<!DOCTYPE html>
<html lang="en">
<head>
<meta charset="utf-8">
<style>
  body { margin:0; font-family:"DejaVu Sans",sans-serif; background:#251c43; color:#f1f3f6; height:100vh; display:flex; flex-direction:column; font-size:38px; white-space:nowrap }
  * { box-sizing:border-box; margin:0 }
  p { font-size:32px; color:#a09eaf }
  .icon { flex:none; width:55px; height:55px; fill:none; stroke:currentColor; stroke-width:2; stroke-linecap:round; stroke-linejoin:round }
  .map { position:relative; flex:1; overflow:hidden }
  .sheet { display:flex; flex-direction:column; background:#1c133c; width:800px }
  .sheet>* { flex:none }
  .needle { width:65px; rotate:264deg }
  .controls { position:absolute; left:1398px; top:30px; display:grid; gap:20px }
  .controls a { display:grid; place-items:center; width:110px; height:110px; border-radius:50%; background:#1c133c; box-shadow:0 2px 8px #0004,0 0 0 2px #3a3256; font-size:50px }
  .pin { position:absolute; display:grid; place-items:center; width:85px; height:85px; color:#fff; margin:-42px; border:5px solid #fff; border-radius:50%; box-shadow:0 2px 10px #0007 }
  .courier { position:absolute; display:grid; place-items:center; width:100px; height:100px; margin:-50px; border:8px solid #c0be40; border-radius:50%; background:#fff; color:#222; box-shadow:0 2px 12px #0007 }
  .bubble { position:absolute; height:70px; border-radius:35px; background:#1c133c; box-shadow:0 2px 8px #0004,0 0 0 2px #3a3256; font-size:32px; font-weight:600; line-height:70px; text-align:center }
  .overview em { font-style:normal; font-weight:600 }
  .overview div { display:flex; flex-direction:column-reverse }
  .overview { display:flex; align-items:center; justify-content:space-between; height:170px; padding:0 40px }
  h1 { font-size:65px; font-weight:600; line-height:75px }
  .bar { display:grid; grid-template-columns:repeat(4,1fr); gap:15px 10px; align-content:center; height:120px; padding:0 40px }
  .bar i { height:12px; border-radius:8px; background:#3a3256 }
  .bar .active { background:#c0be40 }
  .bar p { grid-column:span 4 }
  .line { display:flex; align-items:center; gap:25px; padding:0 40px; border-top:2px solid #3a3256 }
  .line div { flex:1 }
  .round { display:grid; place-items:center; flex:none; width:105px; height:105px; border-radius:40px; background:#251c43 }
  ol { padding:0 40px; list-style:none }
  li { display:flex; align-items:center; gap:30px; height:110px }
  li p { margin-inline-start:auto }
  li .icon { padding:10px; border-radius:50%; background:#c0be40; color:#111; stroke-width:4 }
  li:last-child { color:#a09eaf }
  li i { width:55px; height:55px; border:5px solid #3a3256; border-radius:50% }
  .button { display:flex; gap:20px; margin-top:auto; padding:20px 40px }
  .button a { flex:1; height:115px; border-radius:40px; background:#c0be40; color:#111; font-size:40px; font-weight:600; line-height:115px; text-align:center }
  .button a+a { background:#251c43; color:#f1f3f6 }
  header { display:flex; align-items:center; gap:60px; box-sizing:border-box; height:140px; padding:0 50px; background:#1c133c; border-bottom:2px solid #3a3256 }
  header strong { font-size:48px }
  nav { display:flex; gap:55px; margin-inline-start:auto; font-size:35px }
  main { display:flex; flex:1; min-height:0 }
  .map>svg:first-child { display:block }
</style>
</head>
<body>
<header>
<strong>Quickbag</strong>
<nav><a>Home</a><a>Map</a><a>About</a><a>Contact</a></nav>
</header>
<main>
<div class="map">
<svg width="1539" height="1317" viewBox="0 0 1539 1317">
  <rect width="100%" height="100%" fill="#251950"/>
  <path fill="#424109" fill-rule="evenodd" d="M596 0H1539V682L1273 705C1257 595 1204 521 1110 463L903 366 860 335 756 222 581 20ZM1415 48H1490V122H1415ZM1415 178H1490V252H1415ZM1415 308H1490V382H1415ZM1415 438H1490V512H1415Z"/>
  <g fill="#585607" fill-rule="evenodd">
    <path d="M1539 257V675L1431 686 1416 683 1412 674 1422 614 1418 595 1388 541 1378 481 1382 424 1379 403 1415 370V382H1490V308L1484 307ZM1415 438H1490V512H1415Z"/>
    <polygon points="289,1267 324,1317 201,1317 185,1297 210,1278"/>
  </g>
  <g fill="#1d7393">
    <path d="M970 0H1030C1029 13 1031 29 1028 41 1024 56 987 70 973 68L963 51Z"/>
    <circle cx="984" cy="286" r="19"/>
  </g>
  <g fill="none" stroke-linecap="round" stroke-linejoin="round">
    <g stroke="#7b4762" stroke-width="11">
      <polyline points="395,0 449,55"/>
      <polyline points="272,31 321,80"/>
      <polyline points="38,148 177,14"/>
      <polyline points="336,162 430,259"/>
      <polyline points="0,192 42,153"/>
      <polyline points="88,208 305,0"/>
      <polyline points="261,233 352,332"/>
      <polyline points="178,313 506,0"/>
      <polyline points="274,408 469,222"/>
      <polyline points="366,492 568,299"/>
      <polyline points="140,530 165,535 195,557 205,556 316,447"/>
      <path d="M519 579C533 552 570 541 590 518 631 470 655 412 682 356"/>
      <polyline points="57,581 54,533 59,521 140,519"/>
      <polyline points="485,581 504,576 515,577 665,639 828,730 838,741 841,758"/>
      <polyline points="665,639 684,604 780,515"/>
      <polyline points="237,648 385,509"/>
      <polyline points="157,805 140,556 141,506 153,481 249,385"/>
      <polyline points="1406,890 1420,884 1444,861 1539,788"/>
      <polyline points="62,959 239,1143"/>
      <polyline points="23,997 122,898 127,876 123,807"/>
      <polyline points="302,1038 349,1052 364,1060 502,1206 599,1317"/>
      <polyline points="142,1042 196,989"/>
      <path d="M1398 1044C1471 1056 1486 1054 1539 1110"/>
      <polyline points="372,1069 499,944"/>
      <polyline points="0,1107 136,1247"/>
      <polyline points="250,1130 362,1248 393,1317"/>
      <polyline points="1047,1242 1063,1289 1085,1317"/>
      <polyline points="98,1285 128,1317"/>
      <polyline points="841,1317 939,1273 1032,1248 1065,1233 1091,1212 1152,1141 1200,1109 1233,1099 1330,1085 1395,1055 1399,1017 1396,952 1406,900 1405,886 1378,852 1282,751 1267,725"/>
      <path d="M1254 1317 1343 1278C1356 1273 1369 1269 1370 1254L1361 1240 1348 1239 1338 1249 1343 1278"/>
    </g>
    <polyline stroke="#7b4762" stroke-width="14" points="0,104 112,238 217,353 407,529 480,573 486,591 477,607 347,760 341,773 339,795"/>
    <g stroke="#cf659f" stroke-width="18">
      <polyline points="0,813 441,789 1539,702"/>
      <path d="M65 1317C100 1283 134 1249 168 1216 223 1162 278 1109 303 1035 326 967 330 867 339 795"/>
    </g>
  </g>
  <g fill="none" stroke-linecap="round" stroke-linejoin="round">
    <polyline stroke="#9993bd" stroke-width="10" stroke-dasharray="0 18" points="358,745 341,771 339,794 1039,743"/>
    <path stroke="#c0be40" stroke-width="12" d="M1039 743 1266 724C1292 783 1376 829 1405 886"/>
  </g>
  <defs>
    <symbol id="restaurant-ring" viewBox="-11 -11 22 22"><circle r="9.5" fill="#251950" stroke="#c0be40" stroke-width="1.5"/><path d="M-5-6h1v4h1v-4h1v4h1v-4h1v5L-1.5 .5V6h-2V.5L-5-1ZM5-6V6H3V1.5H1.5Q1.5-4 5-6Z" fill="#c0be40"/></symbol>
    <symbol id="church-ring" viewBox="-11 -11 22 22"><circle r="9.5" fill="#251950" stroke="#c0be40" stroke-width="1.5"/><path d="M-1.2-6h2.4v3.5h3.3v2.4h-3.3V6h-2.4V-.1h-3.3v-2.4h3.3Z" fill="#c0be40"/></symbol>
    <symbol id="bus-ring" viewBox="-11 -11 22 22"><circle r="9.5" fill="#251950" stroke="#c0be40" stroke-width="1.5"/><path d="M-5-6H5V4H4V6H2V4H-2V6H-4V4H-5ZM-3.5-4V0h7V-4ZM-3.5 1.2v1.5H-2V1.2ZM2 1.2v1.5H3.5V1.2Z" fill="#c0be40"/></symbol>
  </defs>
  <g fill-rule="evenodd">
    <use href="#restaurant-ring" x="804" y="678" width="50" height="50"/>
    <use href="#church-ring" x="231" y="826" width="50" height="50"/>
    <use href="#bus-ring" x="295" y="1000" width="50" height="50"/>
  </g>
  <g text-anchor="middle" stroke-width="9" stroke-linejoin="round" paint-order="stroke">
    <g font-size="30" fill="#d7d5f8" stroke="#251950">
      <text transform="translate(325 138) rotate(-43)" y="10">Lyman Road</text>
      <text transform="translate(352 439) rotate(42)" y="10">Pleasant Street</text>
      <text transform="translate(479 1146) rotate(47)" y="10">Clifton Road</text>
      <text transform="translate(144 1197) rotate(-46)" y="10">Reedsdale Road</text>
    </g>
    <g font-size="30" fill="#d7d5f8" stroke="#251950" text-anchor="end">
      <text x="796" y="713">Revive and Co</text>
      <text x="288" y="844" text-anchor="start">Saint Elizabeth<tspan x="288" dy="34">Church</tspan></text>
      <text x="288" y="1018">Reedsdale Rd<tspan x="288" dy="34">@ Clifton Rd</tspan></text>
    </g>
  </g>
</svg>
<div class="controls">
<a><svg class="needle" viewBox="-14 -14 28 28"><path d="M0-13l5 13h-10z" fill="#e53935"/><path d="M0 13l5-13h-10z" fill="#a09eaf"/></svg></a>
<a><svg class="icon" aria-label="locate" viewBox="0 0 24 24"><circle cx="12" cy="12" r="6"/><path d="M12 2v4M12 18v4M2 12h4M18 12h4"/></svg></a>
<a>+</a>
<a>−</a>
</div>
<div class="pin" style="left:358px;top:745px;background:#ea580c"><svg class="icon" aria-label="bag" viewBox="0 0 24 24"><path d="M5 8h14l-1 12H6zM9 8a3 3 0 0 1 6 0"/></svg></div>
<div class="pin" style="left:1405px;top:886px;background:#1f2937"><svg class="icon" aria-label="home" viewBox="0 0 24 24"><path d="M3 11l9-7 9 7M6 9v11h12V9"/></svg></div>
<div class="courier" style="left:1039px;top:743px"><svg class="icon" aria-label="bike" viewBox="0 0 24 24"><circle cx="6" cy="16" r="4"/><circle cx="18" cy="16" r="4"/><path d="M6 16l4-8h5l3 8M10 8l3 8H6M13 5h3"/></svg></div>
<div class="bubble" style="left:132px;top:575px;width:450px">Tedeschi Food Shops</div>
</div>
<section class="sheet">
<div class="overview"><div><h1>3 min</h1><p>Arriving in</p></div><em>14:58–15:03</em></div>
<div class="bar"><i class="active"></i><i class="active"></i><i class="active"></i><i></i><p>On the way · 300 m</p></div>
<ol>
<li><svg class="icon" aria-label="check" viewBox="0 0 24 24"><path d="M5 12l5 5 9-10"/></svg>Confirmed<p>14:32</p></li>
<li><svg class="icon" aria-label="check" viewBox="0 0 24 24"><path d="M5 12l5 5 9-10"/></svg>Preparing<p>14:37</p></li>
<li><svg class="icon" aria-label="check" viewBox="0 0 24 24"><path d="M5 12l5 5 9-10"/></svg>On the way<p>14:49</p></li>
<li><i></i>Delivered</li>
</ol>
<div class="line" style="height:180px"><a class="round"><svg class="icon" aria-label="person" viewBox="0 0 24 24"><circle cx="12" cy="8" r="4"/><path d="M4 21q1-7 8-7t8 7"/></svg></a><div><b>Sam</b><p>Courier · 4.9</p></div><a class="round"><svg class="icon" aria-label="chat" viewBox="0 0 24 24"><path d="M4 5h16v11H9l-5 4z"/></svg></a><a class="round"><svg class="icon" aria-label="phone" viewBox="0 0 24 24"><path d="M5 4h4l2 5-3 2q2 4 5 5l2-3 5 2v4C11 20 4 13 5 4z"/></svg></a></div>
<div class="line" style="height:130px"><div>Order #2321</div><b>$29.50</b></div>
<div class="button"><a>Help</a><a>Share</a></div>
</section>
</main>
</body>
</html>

============================================================

▶ **What the task asks**
Among the entries, count how many lines hold the string "linejoin", then state only that number.

▶ **Answer to the exercise**
4